Qual è il razionale del workshop cinema e sogni? Perché mai dovrebbe riuscire a rigenerare la creatività degli operatori sanitari?
“La notte porta consiglio” è un proverbio antico quanto il mondo. Significa che la soluzione ai problemi difficili non si trova di giorno, lambiccandosi il cervello a tavolino, e cioè usando il pensiero razionale ed il linguaggio scritto, ma di notte, dormendo, riposandosi, sognando. Il sogno per Freud (1899) era il custode del sonno ed è nel sonno che avviene la sintesi proteica e ci rigeneriamo, biologicamente oltre che psicologicamente, lasciandoci andare ad un altro uso della mente, ad un pensiero associativo ed immaginativo, dialogando con noi stessi e col mondo con un altro linguaggio: il linguaggio onirico. E questo è ancora più vero quando il problema, come avviene per gli operatori sanitari, non è di tipo pratico ma emotivo: come aiutare pazienti e familiari ad accettare la malattia senza andare in pezzi e senza mandare tutto in frantumi, in preda alla rabbia ed all’angoscia? Cosa dire a quei genitori che sembrano non riuscire assolutamente ad accettare la prognosi infausta del loro bambino, ma che dovranno comunque stargli vicino fino all’ultimo? Per questi interrogativi non ci sono risposte a tavolino, non ci sono protocolli psico-oncologici. Dobbiamo necessariamente riattivare il nostro pensiero associativo, quello che Freud ha messo a fondamento del metodo psicoanalitico promuovendo le libere associazioni e l’attenzione liberamente fluttuante. Dobbiamo sperare che ci venga in mente qualcosa di creativo (un sogno, nella notte, o la scena di un film, nel sogno ad occhi aperti della veglia) che possa raggiungere (in modo verbale o non verbale) l’inconscio dei nostri pazienti. Un gesto può essere molto più efficace di un discorso e può aiutare a riattivare spontaneamente il pensiero associativo e ritrovare così, dentro di sé, la risposta al problema apparentemente insolubile. Perché non è vero che dobbiamo noi trovare le risposte ai problemi dei nostri pazienti. Le risposte sono già dentro di loro. Dobbiamo solo aiutarli a riattivare la propria funzione associativa della mente per recuperare il loro tesoro perduto, la loro creatività.

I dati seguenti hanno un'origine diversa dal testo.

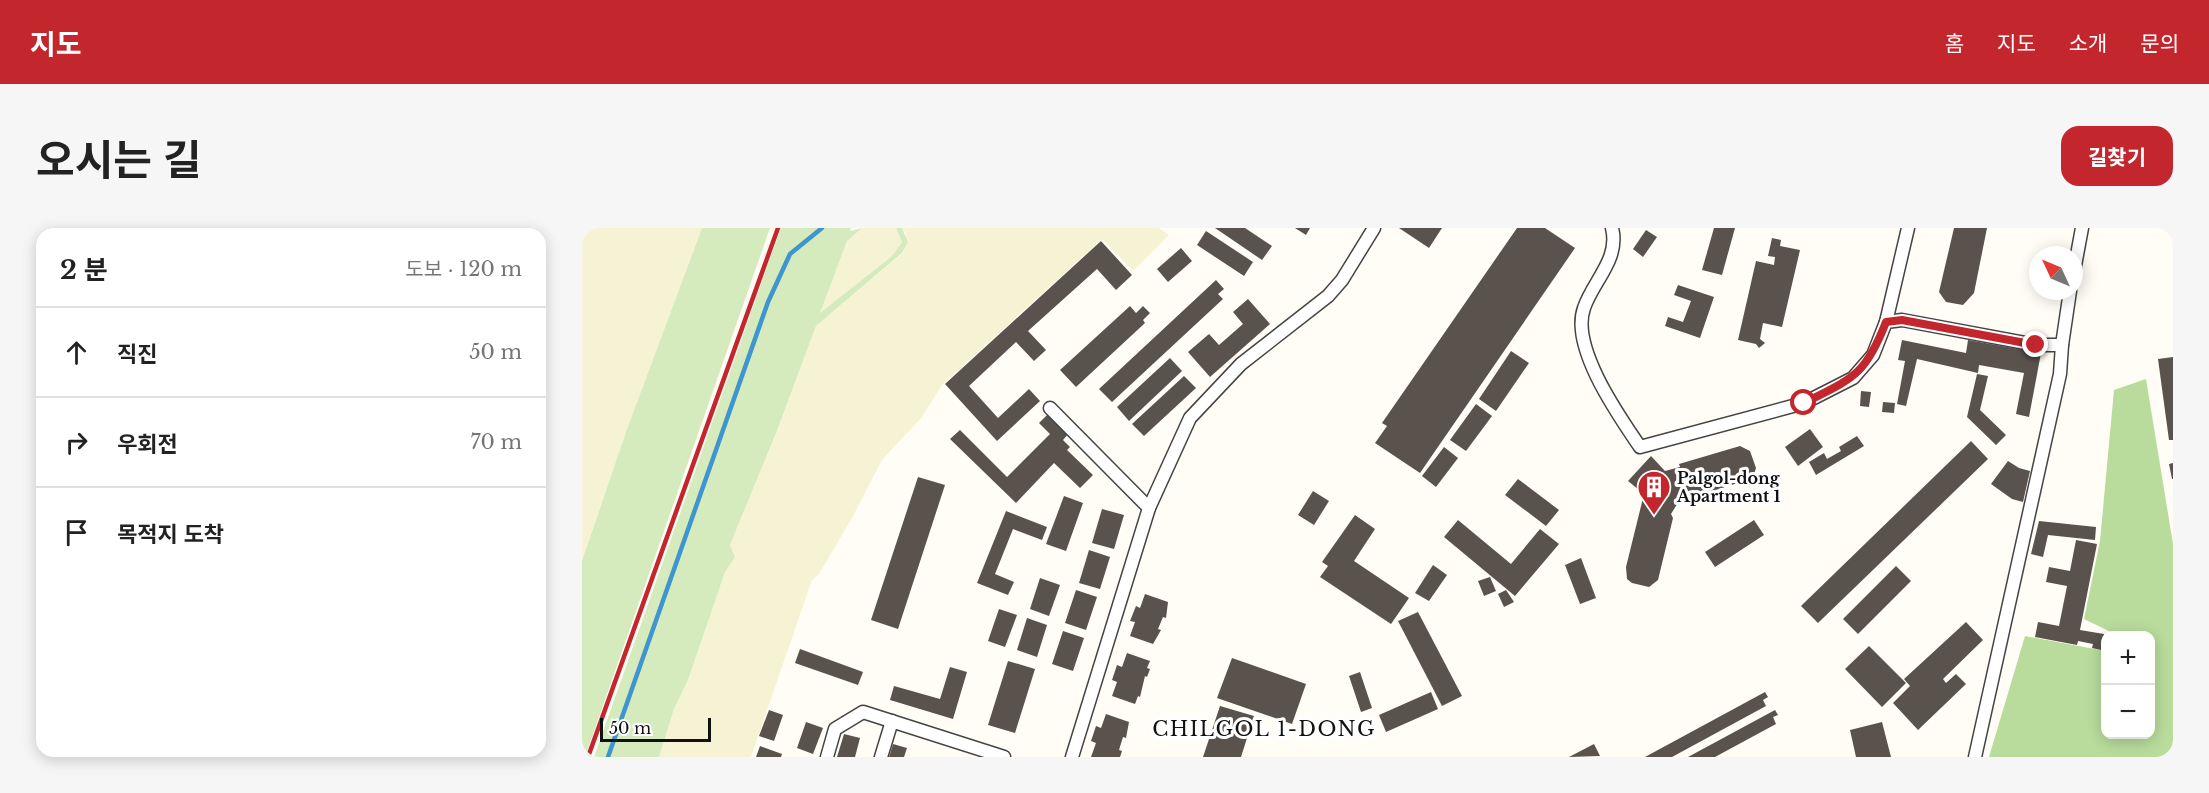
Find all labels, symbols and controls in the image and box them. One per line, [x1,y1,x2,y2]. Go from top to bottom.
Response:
text: 지도 [30,27,82,62]
text: 홈 [1945,31,1964,57]
text: 지도 [1997,31,2036,57]
text: 소개 [2069,31,2107,57]
text: 문의 [2140,31,2179,57]
button: 길찾기 [2061,126,2173,186]
text: 오시는 길 [36,134,202,186]
north arrow [2029,246,2083,300]
text: 2 분 [60,254,108,286]
text: 도보 · 120 m [405,257,522,281]
route end [2022,331,2048,357]
icon: ahead [60,336,93,369]
text: 50 m [469,340,522,364]
text: 직진 [117,341,157,368]
route start [1790,389,1816,415]
icon: right [60,426,93,459]
text: 70 m [470,430,522,454]
text: 우회전 [117,431,178,458]
place label: Palgol-dong Apartment 1 [1676,468,1781,506]
building icon: Palgol-dong Apartment 1 [1636,469,1672,516]
icon: arrive [60,516,93,549]
text: 목적지 도착 [117,521,224,548]
map controls [2101,631,2155,739]
button: + [2101,631,2155,685]
button: − [2101,685,2155,739]
scale bar [600,715,711,742]
district label: CHILGOL 1-DONG [1152,717,1376,741]
text: 50 m [609,718,651,738]

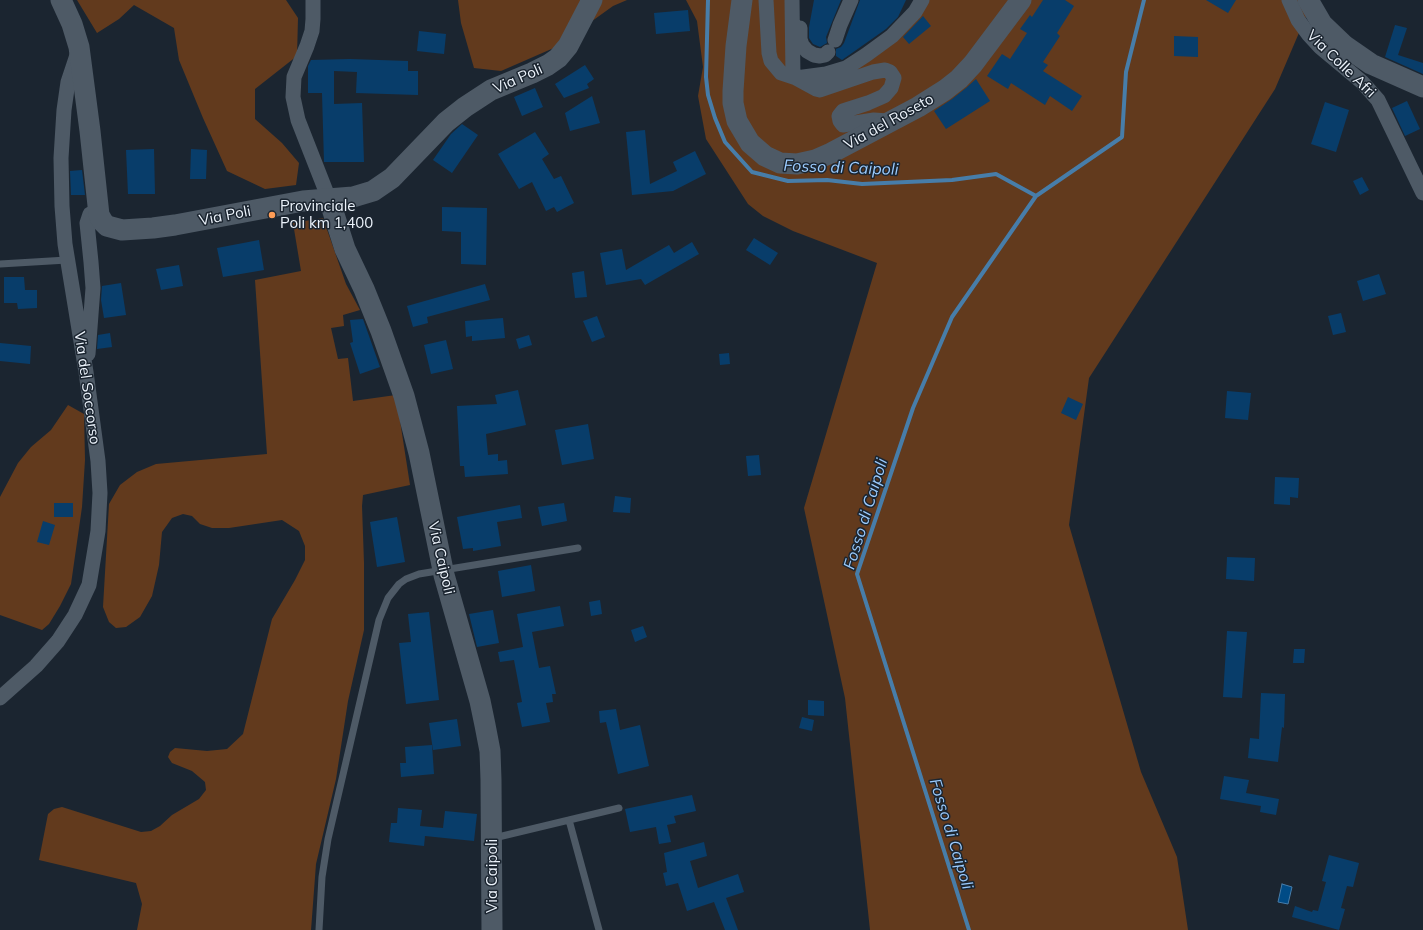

Narra Paulo Coelho un’antica storia che riprenderò cambiando i nomi dei protagonisti: nel ghetto di Cracovia il rabbino Giuseppe, figlio di Abramo, sogna un tesoro sepolto sotto un albero vicino al ponte di Praga. Il sogno della notte è così vivido che Giuseppe non resiste e decide di partire, sotto mentite spoglie. Arrivato a Praga scopre con stupore che vicino al ponte c’è proprio l’albero del sogno. Subito si mette a scavare senza accorgersi che attira l’attenzione delle guardie che lo arrestano e lo fanno interrogare dal loro capitano. Giuseppe tace la sua identità ma racconta il sogno. Il comandante delle guardie ride a crepapelle e lo lascia andare raccontandogli, a sua volta, un sogno… “Ho sognato che un certo rabbino Giuseppe, figlio di Abramo, abitava a Cracovia ed aveva, in una cantina abbandonata, una vecchia stufa, e là dentro una pentola piena di monete d’oro. Ma io certo non sono così stupido come te da mettermi in viaggio!” La storia si conclude con Giuseppe che torna a casa e ritrova il tesoro perduto della sua famiglia, che era proprio in cantina, a casa sua. I Partecipanti al workshop cinema e sogni fanno lo stesso percorso, ripetono il viaggio di Giuseppe per incontrare, attraverso la proiezione del film, il sogno dell’altro e riscoprire, grazie ad esso, il proprio tesoro nascosto.
Il workshop ha ospitato in passato personaggi famosi del cinema e della televisione, come Pupi Avati (Un’eterna Giovinezza per il workshop sulla malattia di Alzheimer, presso l’Istituto Cine TV “Roberto Rossellini” nel 2012) e Mattia Torre (La Linea Verticale, per il workshop sulla Psico-Oncologia nella Sala MediCinema presso la Fondazione Policlinico Universitario “A. Gemelli” IRCCS nel 2018). Veniamo ora al presente, all’edizione 2022 del workshop cinema e sogni per le “Risonanze” della Festa del Cinema di Roma, in collaborazione con la Fondazione Cinema per Roma. Quest’anno viene proiettato il film “Koyaanisqatsi: Life Out of Balance” (fig. 1) diretto da Godfrey Reggio nel 1982.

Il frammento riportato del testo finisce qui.